The author is often on slippery ground when he deals with music. A few examples: Disregarding history, he observes that  “the Karnataka  music of the Hindu temples mutated into North Indian Hindustani during the reign of Akbar, when Muslim styles and instruments tempered the Vedic character of music” (Pg. 413). In  my study of books on Hindustani music -- whether by Indians or aliens -- I have yet to come across a more ill-informed and confused observation. An eyebrow must also be raised when he calls Malkauns “one of the most difficult ragas to master” (Pg. 129). He speaks of  “composing ragas” in a wide range of rhythmic cycles (Pg. 70), when, in fact, he means  “composing bandishes”.

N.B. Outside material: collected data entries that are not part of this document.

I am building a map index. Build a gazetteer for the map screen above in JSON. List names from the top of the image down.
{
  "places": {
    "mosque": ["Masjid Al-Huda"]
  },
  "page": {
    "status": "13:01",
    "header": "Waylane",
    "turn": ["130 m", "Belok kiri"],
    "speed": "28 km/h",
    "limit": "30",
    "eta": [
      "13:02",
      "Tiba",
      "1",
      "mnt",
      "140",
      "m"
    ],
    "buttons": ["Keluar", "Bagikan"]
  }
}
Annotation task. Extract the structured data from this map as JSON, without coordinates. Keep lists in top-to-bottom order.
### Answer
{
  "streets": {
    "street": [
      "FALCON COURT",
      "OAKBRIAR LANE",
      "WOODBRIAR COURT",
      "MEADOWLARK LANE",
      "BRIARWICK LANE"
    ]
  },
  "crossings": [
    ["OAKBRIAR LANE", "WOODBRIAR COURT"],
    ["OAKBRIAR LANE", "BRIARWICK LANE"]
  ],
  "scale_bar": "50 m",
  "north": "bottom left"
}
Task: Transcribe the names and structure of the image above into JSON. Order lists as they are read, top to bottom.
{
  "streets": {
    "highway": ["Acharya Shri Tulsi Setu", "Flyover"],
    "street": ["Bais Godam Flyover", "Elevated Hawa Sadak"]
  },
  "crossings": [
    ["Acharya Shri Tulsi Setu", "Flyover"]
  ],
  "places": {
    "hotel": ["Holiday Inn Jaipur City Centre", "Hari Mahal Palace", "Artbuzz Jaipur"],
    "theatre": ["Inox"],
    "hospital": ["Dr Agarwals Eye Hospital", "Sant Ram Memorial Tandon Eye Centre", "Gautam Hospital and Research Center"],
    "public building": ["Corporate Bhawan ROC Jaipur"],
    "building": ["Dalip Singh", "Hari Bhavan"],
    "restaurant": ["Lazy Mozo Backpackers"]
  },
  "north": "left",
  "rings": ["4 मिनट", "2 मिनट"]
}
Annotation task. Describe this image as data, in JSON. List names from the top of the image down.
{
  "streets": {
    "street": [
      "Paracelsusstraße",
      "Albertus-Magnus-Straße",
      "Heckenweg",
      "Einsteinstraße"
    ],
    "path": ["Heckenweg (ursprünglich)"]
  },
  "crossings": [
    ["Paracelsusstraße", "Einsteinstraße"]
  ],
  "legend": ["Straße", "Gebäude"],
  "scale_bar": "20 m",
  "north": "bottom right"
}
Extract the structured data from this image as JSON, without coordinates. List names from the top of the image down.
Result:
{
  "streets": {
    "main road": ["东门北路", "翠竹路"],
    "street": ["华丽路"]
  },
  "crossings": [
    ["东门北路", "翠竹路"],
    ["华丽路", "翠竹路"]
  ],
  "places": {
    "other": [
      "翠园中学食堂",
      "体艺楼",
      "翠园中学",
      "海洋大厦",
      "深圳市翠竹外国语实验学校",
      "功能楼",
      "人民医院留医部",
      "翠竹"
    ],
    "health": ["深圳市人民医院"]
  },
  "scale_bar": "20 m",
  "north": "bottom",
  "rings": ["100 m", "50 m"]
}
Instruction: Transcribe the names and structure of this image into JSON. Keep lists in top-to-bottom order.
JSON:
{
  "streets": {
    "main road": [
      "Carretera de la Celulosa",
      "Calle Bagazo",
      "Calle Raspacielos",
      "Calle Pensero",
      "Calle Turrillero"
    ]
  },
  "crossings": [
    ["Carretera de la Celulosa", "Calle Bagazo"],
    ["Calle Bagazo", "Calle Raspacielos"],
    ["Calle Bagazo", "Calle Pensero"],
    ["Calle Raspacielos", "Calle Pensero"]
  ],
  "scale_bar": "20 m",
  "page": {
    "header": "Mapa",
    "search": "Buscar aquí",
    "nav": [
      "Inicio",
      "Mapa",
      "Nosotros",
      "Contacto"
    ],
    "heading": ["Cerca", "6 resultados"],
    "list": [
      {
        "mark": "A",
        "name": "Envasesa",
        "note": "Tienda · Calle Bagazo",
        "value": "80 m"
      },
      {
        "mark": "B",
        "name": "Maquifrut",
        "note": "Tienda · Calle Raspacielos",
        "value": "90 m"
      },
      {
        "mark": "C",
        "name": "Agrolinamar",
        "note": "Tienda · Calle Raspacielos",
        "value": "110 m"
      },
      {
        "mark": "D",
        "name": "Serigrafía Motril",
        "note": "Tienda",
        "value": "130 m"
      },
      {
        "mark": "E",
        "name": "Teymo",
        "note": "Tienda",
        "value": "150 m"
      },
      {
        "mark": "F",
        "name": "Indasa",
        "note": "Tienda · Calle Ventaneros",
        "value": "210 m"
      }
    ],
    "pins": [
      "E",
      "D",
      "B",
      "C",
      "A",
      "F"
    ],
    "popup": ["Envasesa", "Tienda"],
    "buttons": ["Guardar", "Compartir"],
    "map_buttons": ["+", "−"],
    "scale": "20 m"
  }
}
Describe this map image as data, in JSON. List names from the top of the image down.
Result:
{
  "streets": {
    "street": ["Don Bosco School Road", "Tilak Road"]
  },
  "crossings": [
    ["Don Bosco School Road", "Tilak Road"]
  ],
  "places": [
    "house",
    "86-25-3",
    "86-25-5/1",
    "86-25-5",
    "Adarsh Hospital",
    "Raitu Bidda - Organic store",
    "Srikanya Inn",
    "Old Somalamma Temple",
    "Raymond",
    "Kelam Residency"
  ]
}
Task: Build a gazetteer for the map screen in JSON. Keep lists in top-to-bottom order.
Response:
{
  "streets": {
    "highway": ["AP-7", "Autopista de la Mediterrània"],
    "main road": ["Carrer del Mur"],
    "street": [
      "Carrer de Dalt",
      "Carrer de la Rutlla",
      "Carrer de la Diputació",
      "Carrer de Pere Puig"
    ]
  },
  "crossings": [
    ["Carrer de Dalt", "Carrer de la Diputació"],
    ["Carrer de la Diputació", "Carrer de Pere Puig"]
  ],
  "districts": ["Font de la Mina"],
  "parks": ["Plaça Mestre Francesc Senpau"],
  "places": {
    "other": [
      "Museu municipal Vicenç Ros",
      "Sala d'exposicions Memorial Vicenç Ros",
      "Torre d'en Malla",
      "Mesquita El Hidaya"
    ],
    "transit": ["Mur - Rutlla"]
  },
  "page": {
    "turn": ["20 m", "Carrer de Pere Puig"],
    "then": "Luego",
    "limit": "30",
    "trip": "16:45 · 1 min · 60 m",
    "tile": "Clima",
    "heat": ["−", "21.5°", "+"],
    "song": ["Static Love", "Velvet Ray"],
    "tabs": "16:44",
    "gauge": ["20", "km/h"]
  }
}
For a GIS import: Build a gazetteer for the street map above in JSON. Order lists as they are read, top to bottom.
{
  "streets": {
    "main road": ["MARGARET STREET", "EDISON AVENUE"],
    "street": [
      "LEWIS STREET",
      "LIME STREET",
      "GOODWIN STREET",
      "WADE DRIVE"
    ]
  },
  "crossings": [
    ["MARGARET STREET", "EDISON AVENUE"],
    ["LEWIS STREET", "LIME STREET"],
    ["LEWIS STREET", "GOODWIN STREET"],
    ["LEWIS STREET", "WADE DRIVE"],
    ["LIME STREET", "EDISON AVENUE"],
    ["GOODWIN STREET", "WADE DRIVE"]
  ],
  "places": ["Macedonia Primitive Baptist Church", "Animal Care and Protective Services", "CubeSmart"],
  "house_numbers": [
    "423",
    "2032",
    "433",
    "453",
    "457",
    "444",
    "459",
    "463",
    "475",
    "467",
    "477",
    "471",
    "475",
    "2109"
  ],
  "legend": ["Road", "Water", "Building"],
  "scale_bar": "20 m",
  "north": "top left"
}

Lavezzoli also has considerable difficulty with Indian languages and names. In his chapter on Ustad Alauddin Khan and Ustad Ali Akbar Khan, he often refers to his subject as, simply, Khan or Khansahib, making you wonder which of the Khans he is speaking of. He mentions “The Ali Brothers” (Pg. 232) without being specific, unaware that the subcontinent has produced two famous pairs of Ali Brothers – Nazakat and Salamat Ali, and Amanat and Fateh Ali. His translation of the raga name “Chandra Dhani” as “Moon over the capital” (Pg. 91) makes you wish he had consulted either a Hindi dictionary or a competent musician.

The book evades significant issues -- the profundity and durability of the phenomenon it is tracking. Implicitly from Lavezzoli's work, the Indian sensibility emerges as a dalliance, adding variety to the African, Middle Eastern and South American flavors with which American musicians were already flirting before they discovered India. From the point of view of Indian musicians, the process has created a lucrative Western market for their talent, to be encashed while India remains the flavor of the season.

The phenomenon has now shaped an entire generation of Indian musicians – primarily instrumentalists --  who remain so busy in the US and Europe that they no longer need Indian audiences either as a market, or as validators of their art. In collaboration with Western musicians, they now perform hybrid genres of music globally, and do so far more profitably than pure Hindustani music would be at their levels of musicianship. This phenomenon should ring some alarm bells because music is akin to food, and quickly adapts itself to the tastes of its consumers.

One of the popular jokes in China today is that -- thanks to American influence -- the Chinese no longer recognize the "Chinese" food being served to them in China. A similar situation now confronts Indian audiences of Hindustani classical music.

The pioneers of Indian music movement in the West took their initiatives with the utmost respect for the profundity of the art they were promoting. But those, who hopped on to the gravy train, were tempted to market instant Nirvana to Western audiences, and a Bonsai of a banyan tree to Indian music lovers.

Nobody cares about the “de-culturation” of Indian classical music. Even if somebody did care, there is nothing he can do about the artificially undervalued Rupee, which makes it all happen.